International Journal of Computer Applications |
Foundation of Computer Science (FCS), NY, USA |
Volume 168 - Number 7 |
Year of Publication: 2017 |
Authors: Shruti Luthra, Dinkar Arora, Kanika Mittal, Anusha Chhabra |
10.5120/ijca2017914443 |
Shruti Luthra, Dinkar Arora, Kanika Mittal, Anusha Chhabra . A Statistical Approach of Keyword Extraction for Efficient Retrieval. International Journal of Computer Applications. 168, 7 ( Jun 2017), 31-36. DOI=10.5120/ijca2017914443
Large number of techniques for keyword extraction have been proposed for better matching of documents with the user’s query but most of them deal with tf-idf to find the weight age of query terms in the entire document but this can result in improper result as if a term has a low term frequency in overall document but high frequency in a certain part of the document then that term can be ignored by traditional tf-idf method.

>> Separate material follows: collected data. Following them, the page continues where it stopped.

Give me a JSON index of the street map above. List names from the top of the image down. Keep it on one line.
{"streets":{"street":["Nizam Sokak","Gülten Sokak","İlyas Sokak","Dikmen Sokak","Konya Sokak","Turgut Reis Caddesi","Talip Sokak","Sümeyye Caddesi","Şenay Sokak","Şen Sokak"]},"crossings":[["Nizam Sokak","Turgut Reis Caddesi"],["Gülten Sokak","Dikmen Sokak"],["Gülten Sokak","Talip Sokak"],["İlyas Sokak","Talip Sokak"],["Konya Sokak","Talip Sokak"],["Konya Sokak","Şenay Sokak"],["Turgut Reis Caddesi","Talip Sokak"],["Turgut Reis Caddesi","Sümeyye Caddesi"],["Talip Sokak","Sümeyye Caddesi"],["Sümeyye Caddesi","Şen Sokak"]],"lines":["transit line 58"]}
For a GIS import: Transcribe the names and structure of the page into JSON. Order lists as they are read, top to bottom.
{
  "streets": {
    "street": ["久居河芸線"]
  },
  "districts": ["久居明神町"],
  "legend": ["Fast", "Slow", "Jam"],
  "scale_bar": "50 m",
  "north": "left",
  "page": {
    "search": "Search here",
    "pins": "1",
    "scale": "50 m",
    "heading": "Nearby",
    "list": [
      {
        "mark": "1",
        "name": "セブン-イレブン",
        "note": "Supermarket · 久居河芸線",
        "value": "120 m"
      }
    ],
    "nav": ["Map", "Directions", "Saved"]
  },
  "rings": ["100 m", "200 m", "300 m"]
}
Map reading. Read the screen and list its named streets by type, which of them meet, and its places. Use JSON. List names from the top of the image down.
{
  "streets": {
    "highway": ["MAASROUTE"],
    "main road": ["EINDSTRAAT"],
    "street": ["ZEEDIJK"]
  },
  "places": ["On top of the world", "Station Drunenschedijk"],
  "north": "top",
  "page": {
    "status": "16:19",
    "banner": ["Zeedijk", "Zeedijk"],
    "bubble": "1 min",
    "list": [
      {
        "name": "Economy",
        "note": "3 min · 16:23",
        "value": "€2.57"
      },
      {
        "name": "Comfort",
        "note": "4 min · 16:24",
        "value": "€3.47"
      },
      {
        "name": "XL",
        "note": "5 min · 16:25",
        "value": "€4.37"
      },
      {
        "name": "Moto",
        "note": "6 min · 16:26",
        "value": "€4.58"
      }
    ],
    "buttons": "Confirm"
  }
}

Through this paper, the keyword extraction is improved using a hybrid technique in which the entire document is split into multiple domains using a master keyword and the frequency of all unique words is found in every domain . The words having high frequency are selected as candidate keywords and the final selection is made on the basis of a graph which is constructed between the keywords using Word Net. The experiments, conducted on various documents show that proposed approach outperforms other keyword extraction methodologies by enhancing document retrieval.